Notícias. Que os reaccionários estavam a fugir para Espanha; alguns capturados. Mas que em geral, não se estava a perseguir as famílias, mas apenas os suspeitos de lutar com armas contra os nossos.

Tudo parecia ganho, mas havia ainda temores de quintas colunas propaladas, às vezes, na rádio.
Como Maria estava muito perto do comando, ouvia nas suas horas de labor e dedicação, os mais variados boatos. Ataques reacionários no Norte.

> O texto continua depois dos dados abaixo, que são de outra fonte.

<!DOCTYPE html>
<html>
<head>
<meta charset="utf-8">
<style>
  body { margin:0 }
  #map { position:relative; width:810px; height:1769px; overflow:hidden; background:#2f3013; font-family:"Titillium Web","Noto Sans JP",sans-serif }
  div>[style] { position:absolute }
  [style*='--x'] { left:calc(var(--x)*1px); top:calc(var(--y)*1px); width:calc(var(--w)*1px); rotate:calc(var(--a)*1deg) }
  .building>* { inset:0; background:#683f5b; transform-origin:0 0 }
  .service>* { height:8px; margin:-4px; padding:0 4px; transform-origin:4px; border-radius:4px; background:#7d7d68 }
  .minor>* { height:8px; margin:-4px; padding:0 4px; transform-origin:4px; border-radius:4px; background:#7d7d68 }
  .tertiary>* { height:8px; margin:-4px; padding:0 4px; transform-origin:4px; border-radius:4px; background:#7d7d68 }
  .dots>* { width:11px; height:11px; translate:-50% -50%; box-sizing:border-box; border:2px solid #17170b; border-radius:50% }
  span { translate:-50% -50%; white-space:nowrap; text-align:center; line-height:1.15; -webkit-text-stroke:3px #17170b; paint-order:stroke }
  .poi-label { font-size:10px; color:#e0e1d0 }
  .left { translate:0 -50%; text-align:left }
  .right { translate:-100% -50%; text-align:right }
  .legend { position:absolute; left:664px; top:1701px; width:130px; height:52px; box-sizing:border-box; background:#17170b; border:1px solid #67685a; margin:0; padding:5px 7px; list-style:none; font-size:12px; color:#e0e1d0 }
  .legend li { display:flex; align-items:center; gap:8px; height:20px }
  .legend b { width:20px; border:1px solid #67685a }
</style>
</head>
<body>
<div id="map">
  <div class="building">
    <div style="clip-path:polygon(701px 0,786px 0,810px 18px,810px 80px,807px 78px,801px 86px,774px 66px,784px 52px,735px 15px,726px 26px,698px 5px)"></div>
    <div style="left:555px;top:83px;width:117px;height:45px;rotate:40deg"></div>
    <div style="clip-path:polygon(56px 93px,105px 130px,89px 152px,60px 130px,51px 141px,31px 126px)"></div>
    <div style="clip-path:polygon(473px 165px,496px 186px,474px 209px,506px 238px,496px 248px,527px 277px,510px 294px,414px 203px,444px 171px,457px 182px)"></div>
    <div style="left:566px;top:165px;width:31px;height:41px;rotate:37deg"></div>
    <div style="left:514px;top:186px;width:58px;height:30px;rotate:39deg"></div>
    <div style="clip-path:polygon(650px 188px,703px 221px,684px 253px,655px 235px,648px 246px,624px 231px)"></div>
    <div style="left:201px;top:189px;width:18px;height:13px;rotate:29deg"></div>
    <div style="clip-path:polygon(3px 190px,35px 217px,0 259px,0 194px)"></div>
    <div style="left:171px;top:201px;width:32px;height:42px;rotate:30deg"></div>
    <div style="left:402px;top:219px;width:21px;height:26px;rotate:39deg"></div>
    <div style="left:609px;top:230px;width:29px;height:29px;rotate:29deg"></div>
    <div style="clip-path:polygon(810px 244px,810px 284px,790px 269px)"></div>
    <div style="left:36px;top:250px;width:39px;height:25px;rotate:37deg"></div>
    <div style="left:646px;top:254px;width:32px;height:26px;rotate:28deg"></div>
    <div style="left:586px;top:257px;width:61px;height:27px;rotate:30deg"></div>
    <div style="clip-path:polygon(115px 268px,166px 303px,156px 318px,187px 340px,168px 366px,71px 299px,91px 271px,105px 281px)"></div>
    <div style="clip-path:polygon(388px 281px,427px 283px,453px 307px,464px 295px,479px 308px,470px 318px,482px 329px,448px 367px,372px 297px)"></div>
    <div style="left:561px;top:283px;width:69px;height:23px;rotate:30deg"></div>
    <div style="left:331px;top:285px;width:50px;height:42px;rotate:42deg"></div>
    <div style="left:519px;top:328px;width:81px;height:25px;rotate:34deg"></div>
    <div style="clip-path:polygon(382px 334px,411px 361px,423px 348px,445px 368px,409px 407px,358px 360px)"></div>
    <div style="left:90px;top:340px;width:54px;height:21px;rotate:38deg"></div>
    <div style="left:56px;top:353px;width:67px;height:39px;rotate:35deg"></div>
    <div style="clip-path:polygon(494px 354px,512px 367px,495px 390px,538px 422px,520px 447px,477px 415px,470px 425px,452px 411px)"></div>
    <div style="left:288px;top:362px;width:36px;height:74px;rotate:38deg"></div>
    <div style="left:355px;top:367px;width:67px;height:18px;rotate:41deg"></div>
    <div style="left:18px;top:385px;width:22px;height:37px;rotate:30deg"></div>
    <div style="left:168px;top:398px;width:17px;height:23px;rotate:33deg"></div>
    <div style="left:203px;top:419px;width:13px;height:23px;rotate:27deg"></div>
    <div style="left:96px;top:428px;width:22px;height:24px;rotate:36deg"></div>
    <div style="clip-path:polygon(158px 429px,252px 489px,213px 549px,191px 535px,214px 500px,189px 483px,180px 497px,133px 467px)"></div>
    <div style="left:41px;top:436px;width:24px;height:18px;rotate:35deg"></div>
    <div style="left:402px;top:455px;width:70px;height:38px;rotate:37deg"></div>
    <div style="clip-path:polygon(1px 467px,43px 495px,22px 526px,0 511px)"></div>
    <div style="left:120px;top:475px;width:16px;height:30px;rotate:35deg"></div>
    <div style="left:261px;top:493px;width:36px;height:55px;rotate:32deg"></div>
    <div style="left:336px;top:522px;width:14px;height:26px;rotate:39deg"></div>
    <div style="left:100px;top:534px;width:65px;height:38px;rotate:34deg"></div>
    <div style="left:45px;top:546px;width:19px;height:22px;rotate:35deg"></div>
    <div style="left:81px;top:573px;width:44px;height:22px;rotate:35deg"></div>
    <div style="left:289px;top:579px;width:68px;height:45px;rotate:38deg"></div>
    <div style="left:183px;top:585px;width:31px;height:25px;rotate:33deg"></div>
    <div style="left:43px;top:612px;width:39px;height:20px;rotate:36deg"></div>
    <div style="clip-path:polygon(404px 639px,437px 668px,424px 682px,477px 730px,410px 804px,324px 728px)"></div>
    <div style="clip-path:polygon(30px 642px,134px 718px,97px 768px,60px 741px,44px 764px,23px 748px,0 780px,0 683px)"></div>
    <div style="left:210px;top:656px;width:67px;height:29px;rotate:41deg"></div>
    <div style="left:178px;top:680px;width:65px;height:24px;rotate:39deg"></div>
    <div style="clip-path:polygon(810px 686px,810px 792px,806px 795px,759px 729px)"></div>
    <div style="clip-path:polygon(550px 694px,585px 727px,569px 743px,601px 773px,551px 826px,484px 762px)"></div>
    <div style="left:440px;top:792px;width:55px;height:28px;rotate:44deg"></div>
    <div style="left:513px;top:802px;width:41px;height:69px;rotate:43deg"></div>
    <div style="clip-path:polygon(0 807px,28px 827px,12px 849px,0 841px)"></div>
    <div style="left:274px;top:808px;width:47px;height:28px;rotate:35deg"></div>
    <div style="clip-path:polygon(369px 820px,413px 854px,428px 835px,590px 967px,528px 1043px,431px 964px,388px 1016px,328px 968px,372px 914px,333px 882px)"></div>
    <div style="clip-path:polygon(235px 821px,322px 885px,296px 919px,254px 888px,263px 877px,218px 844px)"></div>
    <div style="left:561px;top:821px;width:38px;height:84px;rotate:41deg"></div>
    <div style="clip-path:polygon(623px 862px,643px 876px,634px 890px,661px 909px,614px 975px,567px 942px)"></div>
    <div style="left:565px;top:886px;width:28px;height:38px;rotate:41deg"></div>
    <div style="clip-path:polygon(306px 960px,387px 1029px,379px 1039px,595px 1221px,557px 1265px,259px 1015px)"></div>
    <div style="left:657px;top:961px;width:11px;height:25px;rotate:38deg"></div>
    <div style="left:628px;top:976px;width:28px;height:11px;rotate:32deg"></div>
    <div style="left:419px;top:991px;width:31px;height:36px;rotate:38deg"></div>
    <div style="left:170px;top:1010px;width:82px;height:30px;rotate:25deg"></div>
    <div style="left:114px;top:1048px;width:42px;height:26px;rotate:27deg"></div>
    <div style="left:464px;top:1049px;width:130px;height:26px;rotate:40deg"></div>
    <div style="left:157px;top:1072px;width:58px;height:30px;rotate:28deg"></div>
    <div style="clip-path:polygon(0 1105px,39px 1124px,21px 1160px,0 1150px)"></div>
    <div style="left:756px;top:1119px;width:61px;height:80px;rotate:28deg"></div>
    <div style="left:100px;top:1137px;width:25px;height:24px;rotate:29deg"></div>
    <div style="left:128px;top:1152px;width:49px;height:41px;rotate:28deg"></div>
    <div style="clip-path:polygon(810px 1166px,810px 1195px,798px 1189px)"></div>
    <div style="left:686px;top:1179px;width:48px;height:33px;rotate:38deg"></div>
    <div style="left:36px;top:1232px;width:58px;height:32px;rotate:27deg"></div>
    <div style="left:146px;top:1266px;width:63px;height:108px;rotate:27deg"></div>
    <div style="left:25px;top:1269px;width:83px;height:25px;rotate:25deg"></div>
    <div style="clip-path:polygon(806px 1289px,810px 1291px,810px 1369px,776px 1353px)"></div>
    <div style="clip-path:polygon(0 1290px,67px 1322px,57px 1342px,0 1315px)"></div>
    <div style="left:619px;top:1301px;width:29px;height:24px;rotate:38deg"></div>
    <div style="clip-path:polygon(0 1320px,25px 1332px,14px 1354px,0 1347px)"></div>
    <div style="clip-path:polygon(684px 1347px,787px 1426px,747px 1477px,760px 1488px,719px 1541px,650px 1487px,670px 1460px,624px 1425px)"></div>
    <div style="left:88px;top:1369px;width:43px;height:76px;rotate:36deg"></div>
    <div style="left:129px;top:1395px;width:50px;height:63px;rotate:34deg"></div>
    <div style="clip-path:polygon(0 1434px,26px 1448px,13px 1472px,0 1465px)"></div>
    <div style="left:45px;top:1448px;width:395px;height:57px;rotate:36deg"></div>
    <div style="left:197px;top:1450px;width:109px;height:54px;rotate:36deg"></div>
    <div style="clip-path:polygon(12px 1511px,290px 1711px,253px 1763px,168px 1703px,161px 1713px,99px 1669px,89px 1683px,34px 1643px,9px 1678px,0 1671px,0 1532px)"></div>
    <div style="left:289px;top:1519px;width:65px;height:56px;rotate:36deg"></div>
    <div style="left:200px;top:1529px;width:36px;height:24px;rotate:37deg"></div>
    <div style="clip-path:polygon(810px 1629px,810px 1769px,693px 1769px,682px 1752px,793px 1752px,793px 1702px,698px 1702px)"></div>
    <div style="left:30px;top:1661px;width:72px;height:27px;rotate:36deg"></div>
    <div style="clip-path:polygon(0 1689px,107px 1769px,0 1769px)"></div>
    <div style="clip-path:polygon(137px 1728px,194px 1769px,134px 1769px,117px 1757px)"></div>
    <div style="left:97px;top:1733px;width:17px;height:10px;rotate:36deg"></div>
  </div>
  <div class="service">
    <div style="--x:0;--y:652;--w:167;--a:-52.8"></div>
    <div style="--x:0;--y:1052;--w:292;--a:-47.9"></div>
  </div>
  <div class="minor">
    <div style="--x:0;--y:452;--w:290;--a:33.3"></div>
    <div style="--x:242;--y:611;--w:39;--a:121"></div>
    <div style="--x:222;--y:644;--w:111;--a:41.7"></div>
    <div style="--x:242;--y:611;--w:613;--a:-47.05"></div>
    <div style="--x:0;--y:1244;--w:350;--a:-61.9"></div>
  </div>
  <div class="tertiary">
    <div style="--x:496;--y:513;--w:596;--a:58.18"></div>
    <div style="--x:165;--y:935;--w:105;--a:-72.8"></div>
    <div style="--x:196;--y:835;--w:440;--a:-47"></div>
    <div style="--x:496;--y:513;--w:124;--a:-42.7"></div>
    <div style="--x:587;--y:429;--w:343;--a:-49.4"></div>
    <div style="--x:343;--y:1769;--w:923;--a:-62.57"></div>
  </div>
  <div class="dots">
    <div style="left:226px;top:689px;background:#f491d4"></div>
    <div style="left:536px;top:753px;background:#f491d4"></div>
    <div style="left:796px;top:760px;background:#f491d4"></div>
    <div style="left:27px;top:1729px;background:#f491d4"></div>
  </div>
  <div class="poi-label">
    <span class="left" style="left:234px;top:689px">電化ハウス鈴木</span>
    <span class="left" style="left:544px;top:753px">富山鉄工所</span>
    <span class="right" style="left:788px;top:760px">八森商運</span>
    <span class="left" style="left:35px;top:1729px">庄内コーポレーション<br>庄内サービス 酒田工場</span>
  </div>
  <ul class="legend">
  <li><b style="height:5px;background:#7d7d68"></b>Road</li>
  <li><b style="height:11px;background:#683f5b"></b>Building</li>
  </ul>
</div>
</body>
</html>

Massacres de zero vítimas, pensava ela, desejando o melhor e sabendo, com grande probabilidade de sucesso, que nada de mais ocorria de mau, de verdadeiramente mau, num país tão pronto para a Regência que vinha dos Açores.

Era quase interessante, e isto tanto na cabeça de João como da Maria José, como era a colónia que vinha libertar a metrópole antiga. A liberdade prometida, baseada na tradição e na continuidade. A república já tinha cometido suicídio há pelo menos 2 anos, nunca a democracia iria pegar a menos que nós mesmos tomássemos em mãos a missão.

Normalidade
O Capitão Lima, agora ainda mais agarrado, recebeu, pelas 11 e 15, as ordens por telefone para se unir ao regimento na Ajuda e ficar de prevenção. Pois OK, são ordens, evacuaram o Palácio de Santa Clara. Ficaram lá os caseiros de antes, que eram fervorosos monárquicos. Fica tudo já pronto para quando D. Felipe fizer a proclamação.

Marcharam calmamente, ouvindo a população na rua, e chegaram à Ajuda que é logo ao lado. O Regimento da Guarda Negra eram 12 tipos, comandados por um Thiago, que vim a saber depois era primo do regente, e infante. Ele era mais artista do movimento e não tanto da violência, mas ainda assim, se não fossemos nós a tomar Santa Clara à maluca, ele não se tinham posto no nosso flanco esquerdo tão à vontade, na meia hora depois.

A alguns quilómetros, Maria já não trabalhava com feridos, senão casos do dia a dia, muito raros. Está agora num gabinete, na enfermaria do Terreiro do Paço, oficialmente a Tenente Beck de Menezes, do Serviço Médico.
Também ela pensava no bravo jovem comandante e no seu destino. Sabia que tinham conquistado Santa Clara, mas nada mais.